Find every line below with "controls" in it and give only how many there are.

> DATASET EXCERPTS
*** Block opens ***

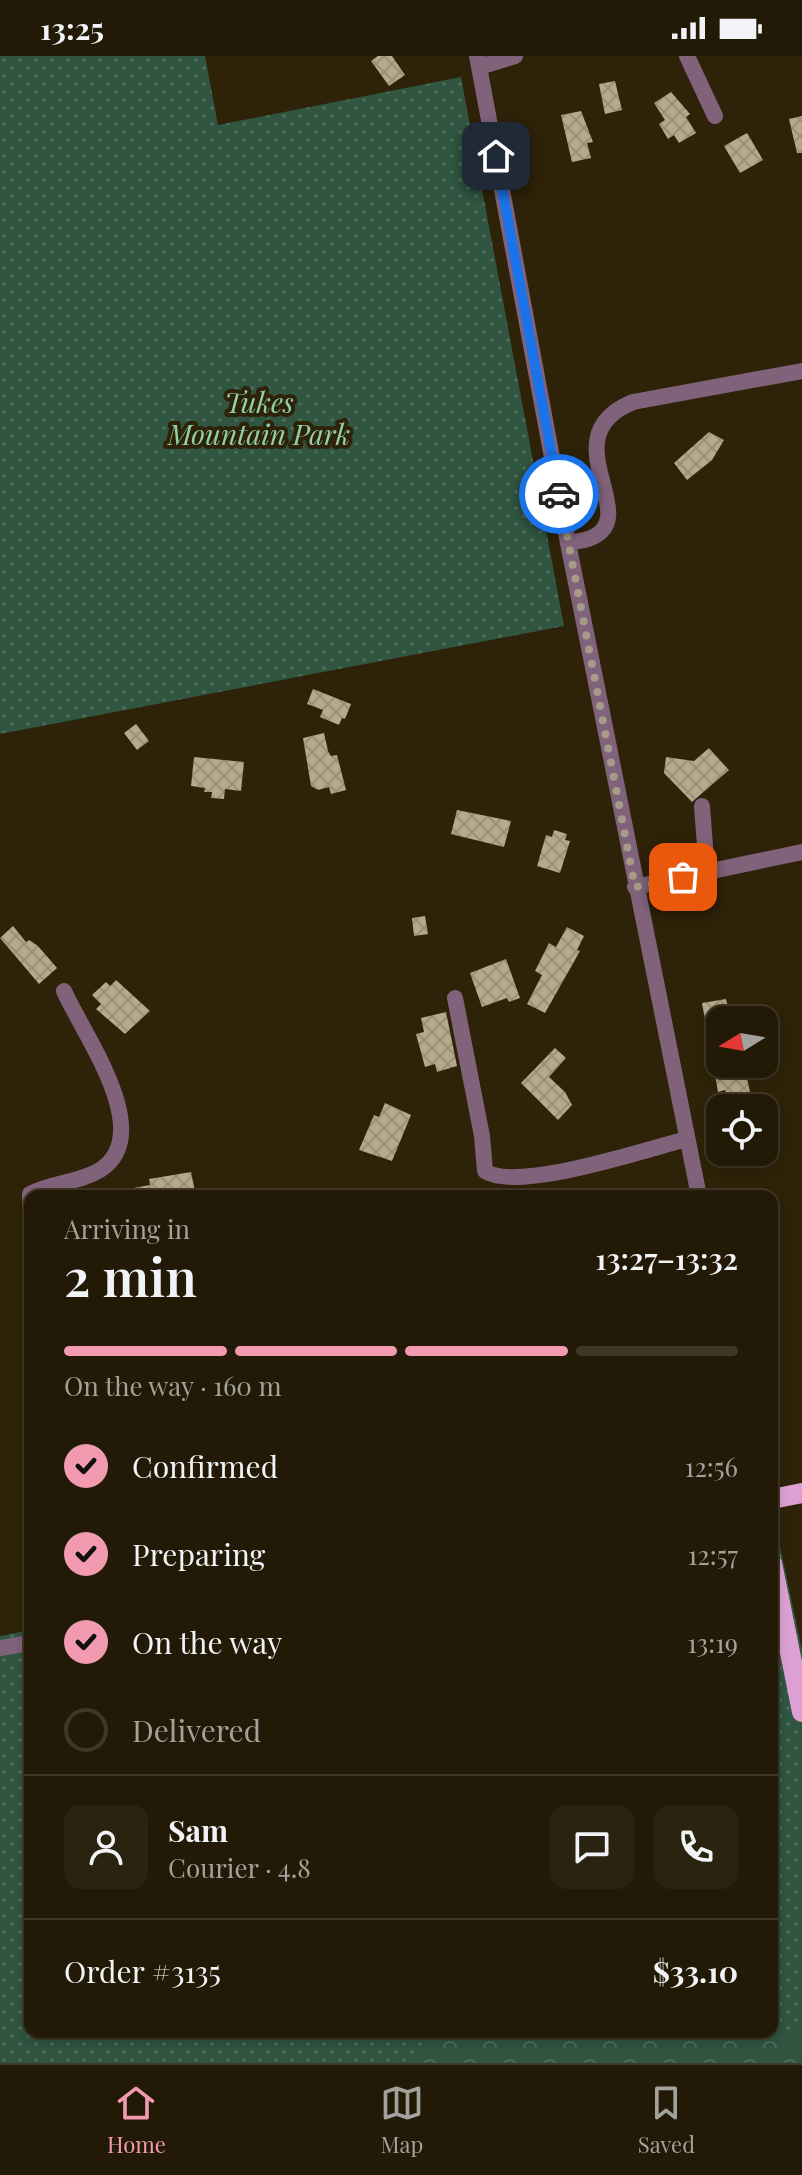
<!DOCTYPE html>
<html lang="en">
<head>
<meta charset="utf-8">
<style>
	body { margin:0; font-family:"Playfair Display",serif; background:#2a2310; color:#f1f3f6; height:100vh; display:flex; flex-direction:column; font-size:30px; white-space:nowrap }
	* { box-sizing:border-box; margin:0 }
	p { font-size:26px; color:#a2a19b }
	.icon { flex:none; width:44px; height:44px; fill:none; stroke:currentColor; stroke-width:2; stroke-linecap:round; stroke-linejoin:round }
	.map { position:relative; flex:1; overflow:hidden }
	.panel { position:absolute; left:24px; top:1134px; width:754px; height:848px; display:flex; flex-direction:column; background:#221a06; border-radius:16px; box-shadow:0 4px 12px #0003,0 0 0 2px #3f3828 }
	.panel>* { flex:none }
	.needle { width:52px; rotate:259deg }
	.controls { position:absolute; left:706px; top:950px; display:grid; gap:16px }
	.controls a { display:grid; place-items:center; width:72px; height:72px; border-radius:16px; background:#221a06; box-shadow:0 4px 12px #0003,0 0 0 2px #3f3828; font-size:40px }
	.pin { position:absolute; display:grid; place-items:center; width:68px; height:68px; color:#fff; margin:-34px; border-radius:16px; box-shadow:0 4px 12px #0006 }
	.courier { position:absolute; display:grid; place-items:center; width:80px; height:80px; margin:-40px; border:6px solid #1a73e8; border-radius:50%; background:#fff; color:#222; box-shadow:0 2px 10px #0007 }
	.headline em { font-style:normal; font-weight:600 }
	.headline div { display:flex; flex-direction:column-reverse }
	.headline { display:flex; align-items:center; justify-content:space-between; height:136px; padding:0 40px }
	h1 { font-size:52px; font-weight:600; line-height:60px }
	.bar { display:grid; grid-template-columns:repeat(4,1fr); gap:12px 8px; align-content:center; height:96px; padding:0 40px }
	.bar i { height:10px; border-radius:6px; background:#3f3828 }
	.bar .selected { background:#f29aaf }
	.bar p { grid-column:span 4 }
	.line { display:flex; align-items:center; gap:20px; padding:0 40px; border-top:2px solid #3f3828 }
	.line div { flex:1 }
	.round { display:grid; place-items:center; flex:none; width:84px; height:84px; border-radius:16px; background:#2a2310 }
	ol { padding:0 40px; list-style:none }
	li { display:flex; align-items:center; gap:24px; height:88px }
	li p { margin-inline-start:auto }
	li .icon { padding:8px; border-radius:50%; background:#f29aaf; color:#111; stroke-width:4 }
	li:last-child { color:#a2a19b }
	li i { width:44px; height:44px; border:4px solid #3f3828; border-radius:50% }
	.status { display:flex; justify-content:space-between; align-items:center; height:56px; padding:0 40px; background:#221a06; direction:ltr }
	.status svg { height:22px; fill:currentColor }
	.dock { display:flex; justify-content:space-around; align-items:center; height:112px; border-top:2px solid #3f3828; background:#221a06; font-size:22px; color:#a2a19b }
	.dock a { display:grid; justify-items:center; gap:4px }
	.dock .selected { color:#f29aaf }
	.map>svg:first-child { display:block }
</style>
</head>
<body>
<div class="status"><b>13:25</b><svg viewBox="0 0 49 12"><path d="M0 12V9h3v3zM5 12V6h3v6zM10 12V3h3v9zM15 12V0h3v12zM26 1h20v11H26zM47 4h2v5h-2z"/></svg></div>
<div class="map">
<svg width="802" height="2007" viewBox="0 0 802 2007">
	<defs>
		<pattern id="grass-dots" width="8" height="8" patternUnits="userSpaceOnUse" patternTransform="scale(2)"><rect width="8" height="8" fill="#305541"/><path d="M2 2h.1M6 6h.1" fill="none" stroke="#4e6d5b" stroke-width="1.8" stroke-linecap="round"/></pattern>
		<pattern id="forest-crowns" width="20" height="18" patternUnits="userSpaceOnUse" patternTransform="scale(2)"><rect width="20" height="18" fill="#305541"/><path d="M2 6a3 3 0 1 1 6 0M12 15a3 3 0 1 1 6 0" fill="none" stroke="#4e6d5b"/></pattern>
		<pattern id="building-cross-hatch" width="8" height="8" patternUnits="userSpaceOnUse" patternTransform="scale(2)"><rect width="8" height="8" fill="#b6a98b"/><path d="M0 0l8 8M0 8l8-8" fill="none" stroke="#9a8f78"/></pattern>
	</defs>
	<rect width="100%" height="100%" fill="#2e2208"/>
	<path fill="url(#grass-dots)" d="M0 0H205L218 69 461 21 564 570 0 678Z
		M772 1452 802 1594V2007H0V1580L30 1574V1976H772Z"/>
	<path fill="url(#forest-crowns)" d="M425 1976 802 1978V2007H412L424 1987Z"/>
	<path fill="url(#building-cross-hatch)" d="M378 0H392L405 19 389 30 371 5Z
		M615 25 622 54 605 58 599 28Z
		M671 36 690 58 686 61 696 77 679 87 674 79 668 83 659 68 665 64 654 47Z
		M581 55 593 86 587 87 591 102 572 106 561 59Z
		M802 60V97H797L789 63Z
		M747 77 763 104 740 117 724 90Z
		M709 376 724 384 712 404 687 424 674 407Z
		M313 633 351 648 345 663 342 662 339 669 320 661 323 654 307 648Z
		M136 668 149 685 137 694 124 677Z
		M324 677 328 695 331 700 337 699 346 734 331 738 329 731 318 734 311 730 303 682Z
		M709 692 729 714 692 746 664 717 666 701 694 705Z
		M194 701 244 706 241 735 225 733 224 743 211 742 212 736H204L205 732 191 730Z
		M457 754 511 765 504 791 451 778Z
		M554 774 567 778 565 784 570 785 560 817 537 810 546 779 552 781Z
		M425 860 428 878 414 880 412 862Z
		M13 870 26 886 29 884 38 890 57 912 39 928 0 882Z
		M567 871 584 880 577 894 580 895 545 957 527 948 542 919 535 915 549 887 556 891Z
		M506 903 520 942 509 946 507 942 482 951 470 917Z
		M116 924 150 955 125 978 96 953 101 948 92 939 106 926 110 930Z
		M726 943 731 964H720V977L708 980 702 947Z
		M446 956 457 1010 437 1016 435 1008 425 1011 416 978 424 976 421 962Z
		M555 992 566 1002 549 1021 565 1036 572 1049 558 1064 521 1027Z
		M713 1008H744L751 1041 727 1046 725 1034 718 1036Z
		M385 1047 411 1059 392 1105 359 1094 374 1059 379 1061Z
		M191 1116 196 1140H123V1134L150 1129 149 1123Z"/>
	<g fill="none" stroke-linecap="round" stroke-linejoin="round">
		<path stroke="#80637b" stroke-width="16" d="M477 0 568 487 699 1140
			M687 0 715 60
			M479 11 515 0
			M568 487C576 485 586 485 593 481 642 458 550 380 633 346L802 315
			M702 750 707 816
			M635 831 802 796
			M455 942 482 1080 485 1115C517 1137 647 1093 687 1083
			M30 1158V1138C52 1126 79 1127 100 1114 157 1078 83 978 64 935
			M0 1592 30 1587"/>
		<path stroke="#dda0d4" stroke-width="20" d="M772 1443 802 1437
			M772 1507 802 1656"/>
	</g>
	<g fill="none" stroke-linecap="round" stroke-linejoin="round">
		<path stroke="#a49c88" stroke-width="8" stroke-dasharray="0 14.4" d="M559 438 635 831 683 821"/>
		<path stroke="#1a73e8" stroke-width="10" d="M496 100 559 438"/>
	</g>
	<g text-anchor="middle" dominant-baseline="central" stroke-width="8" stroke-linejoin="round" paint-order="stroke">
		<g font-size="28" font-style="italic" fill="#8ed1ac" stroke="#2e2208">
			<text x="259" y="345">Tukes<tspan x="259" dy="32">Mountain Park</tspan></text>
		</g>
	</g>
</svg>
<div class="controls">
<a><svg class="needle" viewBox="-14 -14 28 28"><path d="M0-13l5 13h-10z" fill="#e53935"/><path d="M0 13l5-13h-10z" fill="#a2a19b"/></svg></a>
<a><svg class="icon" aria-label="locate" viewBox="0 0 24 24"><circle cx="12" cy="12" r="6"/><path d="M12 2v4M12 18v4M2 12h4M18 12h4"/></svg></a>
</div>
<div class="pin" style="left:683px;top:821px;background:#ea580c"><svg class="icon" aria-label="bag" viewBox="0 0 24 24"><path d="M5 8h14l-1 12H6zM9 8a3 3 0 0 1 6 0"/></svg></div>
<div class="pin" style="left:496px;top:100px;background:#1f2937"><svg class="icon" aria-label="home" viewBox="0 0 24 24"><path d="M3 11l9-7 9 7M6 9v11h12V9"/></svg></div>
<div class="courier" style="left:559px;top:438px"><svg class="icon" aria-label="car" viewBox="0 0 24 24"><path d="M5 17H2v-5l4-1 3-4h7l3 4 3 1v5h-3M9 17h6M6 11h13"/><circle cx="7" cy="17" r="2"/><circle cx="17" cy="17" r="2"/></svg></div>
<section class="panel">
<div class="headline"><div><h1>2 min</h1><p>Arriving in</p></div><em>13:27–13:32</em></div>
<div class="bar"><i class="selected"></i><i class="selected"></i><i class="selected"></i><i></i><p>On the way · 160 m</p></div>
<ol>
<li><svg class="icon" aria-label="check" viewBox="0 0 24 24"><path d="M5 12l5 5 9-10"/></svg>Confirmed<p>12:56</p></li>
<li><svg class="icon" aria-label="check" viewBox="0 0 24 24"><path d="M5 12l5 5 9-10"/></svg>Preparing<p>12:57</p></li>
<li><svg class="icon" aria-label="check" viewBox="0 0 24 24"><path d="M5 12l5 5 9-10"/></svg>On the way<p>13:19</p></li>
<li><i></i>Delivered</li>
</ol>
<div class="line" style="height:144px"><a class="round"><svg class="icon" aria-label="person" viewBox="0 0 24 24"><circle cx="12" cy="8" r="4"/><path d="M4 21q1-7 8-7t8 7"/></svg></a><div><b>Sam</b><p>Courier · 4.8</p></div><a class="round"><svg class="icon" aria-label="chat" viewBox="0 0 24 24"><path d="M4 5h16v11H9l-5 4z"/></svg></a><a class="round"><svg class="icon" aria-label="phone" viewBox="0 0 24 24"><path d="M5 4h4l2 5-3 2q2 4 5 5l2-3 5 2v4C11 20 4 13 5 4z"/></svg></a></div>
<div class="line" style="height:104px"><div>Order #3135</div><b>$33.10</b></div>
</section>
</div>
<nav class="dock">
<a class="selected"><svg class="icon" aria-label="home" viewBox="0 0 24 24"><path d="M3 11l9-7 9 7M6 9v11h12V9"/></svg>Home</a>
<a><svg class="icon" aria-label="map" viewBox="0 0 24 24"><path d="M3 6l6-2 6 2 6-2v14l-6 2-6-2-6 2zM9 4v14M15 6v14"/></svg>Map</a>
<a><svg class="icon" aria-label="saved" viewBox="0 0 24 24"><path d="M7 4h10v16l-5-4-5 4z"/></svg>Saved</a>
</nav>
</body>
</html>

*** Block closes ***

> SOLUTION TO THIS TASK
3